It feels like supervised learning gives us a more accurate image, but not by much. Here are a few more examples.
Furthermore, to learn how to convert from SAR to optical images, change the following and let it learn.
pre-change for batch_i, (imgs_A, imgs_B) in
enumerate(self.data_loader.load_batch(domain=”A”, batch_size=batch_size)):
post-change for batch_i, (imgs_A, imgs_B) in
enumerate(self.data_loader.load_batch(domain=”B”, batch_size=batch_size)):
pre-change imgs_A, imgs_B =
self.data_loader.load_data_with_label_batch(domain=”A”, batch_size=3, is_testing=True)
post-change imgs_A, imgs_B =
self.data_loader.load_data_with_label_batch(domain=”B”, batch_size=3, is_testing=True)
Running it should give you the following results.
It looks like we get better results converting optical to SAR then SAR to optical. This is interesting because optical seems to require more data. But it looks like it tends to mess up the colors. Here are other examples.

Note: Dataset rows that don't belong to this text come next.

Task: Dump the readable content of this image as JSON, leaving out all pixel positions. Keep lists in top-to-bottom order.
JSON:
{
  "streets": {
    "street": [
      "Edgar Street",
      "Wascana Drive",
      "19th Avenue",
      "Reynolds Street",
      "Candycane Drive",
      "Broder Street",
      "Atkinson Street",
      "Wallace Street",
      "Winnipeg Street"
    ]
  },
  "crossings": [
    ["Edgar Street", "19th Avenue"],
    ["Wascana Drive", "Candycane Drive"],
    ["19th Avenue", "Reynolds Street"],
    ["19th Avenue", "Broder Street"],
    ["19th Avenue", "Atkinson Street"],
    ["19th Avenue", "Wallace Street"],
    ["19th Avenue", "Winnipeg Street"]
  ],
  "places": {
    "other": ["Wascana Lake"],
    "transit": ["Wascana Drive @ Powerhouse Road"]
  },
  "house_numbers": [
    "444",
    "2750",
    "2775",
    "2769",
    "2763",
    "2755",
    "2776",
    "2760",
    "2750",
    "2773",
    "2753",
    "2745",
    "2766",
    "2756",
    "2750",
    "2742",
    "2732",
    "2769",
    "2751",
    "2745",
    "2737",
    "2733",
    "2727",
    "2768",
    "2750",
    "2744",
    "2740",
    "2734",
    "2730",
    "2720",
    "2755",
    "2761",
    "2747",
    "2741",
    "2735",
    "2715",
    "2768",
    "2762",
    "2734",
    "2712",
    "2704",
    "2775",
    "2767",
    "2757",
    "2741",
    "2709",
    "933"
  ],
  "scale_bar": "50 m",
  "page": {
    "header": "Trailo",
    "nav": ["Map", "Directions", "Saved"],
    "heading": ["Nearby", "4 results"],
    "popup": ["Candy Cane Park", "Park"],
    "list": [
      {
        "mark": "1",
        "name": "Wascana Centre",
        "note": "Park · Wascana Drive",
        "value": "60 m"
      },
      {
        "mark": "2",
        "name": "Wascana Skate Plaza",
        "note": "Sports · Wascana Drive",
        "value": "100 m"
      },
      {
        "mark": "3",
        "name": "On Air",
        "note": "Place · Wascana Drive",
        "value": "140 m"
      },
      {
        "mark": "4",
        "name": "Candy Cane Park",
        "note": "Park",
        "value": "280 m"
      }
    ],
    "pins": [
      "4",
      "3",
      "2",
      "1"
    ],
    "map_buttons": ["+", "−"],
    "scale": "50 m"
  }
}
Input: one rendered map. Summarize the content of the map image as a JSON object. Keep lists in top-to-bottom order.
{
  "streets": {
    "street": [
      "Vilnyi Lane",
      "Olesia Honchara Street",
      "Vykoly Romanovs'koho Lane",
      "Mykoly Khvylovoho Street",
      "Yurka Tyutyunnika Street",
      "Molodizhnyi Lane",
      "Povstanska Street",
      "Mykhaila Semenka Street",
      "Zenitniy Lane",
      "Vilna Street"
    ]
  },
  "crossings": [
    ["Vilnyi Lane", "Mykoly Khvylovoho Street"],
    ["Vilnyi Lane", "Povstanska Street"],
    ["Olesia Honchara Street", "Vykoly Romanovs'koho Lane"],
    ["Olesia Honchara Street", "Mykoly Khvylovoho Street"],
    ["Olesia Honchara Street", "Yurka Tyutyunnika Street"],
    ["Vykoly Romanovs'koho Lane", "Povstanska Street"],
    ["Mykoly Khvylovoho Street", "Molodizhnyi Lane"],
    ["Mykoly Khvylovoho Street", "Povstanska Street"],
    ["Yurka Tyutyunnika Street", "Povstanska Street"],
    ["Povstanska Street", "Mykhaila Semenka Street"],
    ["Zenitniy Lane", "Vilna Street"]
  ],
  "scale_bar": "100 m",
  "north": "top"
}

5.2. ASNARO-1 (optical image) and ALOS-2 (SAR image) Data
As with unsupervised learning, only the following parts should be changed and executed.
pre-change self.dataset_name = ‘sar’
post-change self.dataset_name = ‘customsar’
*To convert optical to SAR, revert the domain in the source code that we mentioned earlier to its original form.
You should get the following results.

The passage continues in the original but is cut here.